Additionally, defense alleges the language provided is insufficient because it does not
allege a specific overt act performed by Powell. However, such detail is not required. It is not
necessary for an indictment to go further and allege in detail the factual proof that will be relied
upon to support the charges, which appears to be the gravamen of the defense request.6 As such,
the language of the Count V appears sufficient to support the indictment.
Hamling at 117, citing United States v. Carll, 105 U.S. 611, 612, 26 L.Ed. 1135 (1882).
United States v. Crippen, 579 F.2d 340, 342 (5 th Cir. 1978) citing United States v. Bernstein, 2 Cir. 1976, 533 F.2d
775, 786, Cert. denied, 1976, 429 U.S. 998, 97 S.Ct. 523, 50 L.Ed.2d 608; Carbo v. United States, 9 Cir. 1963, 314
F.2d 718, 732-33, Cert. denied, 1964, 377 U.S. 953, 84 S.Ct. 1625, 12 L.Ed.2d 498; Wilson v. United States, 5 Cir.
1947, 158 F.2d 659, 663, Cert. denied, 1947, 330 U.S. 850, 67 S.Ct. 1095, 91 L.Ed. 1294.

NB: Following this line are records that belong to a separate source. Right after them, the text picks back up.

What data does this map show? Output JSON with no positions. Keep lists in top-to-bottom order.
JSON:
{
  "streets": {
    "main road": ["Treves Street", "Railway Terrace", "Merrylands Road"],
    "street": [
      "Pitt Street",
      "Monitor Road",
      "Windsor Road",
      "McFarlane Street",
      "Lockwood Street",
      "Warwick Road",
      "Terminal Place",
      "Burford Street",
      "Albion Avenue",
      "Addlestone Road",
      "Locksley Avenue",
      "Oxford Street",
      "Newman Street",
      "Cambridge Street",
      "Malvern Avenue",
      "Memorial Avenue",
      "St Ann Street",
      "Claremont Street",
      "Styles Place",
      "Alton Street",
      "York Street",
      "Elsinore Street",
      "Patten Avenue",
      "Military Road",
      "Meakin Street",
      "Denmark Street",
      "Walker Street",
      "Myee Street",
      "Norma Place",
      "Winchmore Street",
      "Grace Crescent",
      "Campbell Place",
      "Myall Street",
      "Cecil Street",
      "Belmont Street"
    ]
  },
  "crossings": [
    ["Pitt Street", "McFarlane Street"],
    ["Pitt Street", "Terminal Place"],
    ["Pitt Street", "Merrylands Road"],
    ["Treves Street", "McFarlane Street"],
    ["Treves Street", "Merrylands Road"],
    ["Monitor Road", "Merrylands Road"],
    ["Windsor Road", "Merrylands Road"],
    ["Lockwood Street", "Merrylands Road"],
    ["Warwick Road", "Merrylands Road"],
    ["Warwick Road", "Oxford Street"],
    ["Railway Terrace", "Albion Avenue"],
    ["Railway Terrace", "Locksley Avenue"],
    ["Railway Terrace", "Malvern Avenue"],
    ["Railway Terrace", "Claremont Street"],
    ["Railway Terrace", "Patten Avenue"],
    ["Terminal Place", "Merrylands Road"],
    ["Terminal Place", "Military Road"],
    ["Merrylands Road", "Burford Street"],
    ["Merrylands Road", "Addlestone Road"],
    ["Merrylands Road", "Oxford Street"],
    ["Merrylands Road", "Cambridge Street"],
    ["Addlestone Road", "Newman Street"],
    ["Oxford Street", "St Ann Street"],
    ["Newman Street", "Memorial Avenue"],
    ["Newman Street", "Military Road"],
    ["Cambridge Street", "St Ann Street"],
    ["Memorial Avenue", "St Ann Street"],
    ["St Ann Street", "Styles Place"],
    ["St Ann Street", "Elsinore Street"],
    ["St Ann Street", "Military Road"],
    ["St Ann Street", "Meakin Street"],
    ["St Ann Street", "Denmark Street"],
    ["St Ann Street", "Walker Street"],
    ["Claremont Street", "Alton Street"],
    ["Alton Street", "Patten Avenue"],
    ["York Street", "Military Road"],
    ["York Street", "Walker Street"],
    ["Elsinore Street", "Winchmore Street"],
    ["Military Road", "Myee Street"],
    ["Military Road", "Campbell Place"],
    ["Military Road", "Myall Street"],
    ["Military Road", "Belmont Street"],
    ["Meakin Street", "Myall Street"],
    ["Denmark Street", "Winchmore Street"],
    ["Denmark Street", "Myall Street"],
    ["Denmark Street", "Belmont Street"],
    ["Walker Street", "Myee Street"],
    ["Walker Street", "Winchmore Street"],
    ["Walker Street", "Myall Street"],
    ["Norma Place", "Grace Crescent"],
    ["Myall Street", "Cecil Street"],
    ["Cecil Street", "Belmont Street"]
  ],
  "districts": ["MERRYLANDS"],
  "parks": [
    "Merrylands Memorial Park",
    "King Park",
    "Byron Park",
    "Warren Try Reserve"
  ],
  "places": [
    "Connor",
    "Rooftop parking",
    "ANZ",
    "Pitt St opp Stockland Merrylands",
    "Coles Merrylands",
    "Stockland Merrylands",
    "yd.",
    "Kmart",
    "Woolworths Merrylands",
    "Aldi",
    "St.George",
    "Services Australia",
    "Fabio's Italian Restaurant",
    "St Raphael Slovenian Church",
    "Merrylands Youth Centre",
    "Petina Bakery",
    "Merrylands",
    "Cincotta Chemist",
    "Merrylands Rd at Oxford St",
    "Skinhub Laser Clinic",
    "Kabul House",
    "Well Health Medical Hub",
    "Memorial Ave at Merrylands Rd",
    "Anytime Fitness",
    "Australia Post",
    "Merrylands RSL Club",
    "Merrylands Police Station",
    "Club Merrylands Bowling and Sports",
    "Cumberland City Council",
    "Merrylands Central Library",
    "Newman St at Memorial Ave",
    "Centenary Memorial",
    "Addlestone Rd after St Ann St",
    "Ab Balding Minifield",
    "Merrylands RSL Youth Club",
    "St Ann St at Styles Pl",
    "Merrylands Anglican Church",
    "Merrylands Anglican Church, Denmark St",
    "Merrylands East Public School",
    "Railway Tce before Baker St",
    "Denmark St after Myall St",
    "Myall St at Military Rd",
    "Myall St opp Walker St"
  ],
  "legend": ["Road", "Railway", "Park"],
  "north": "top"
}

Because the language of the indictment appears sufficient, I find the drastic remedy of a
dismissal is not warranted and Powell’s motion to dismiss, joined by defendant Taylor and
Wilson, is DENIED.
IT IS SO RECOMMENDED.
DATED this 14th day of September, 2011 at Fairbanks, Alaska.
__s/SCOTT A. ORAVEC____
SCOTT A. ORAVEC
United States Magistrate Judge
Pursuant to Local Magistrate Rule 6(a), a party seeking to object to this proposed finding
and recommendation shall file written objections with the Clerk of Court no later than 4:30pm
on September 16, 2011. The failure to object to a magistrate judge's findings of fact may be
treated as a procedural default and waiver of the right to contest those findings on appeal. 7 The
Ninth Circuit concludes that a district court is not required to consider evidence introduced for
the first time in a party's objection to a magistrate judge's recommendation.8 Objections and
responses shall not exceed five (5) pages in length, and shall not merely reargue positions
presented in motion papers. Rather, objections and responses shall specifically designate the
findings or recommendations objected to, the basis of the objection, and the points and
authorities in support. Response(s) to the objections shall be filed on or before 4:30pm on
September 19, 2011. The parties shall otherwise comply with provisions of Local Magistrate
Reports and recommendations are not appealable orders. Any notice of appeal pursuant
to Fed.R.App.P. 4(a)(1) should not be filed until entry of the district court's judgment.9
McCall v. Andrus, 628 F.2d 1185, 1187-1189 (9th Cir.), cert. denied, 450 U.S. 996 (1981).
United States v. Howell, 231 F.3d 615 (9th Cir. 2000).
See Hilliard v. Kincheloe, 796 F.2d 308 (9th Cir. 1986).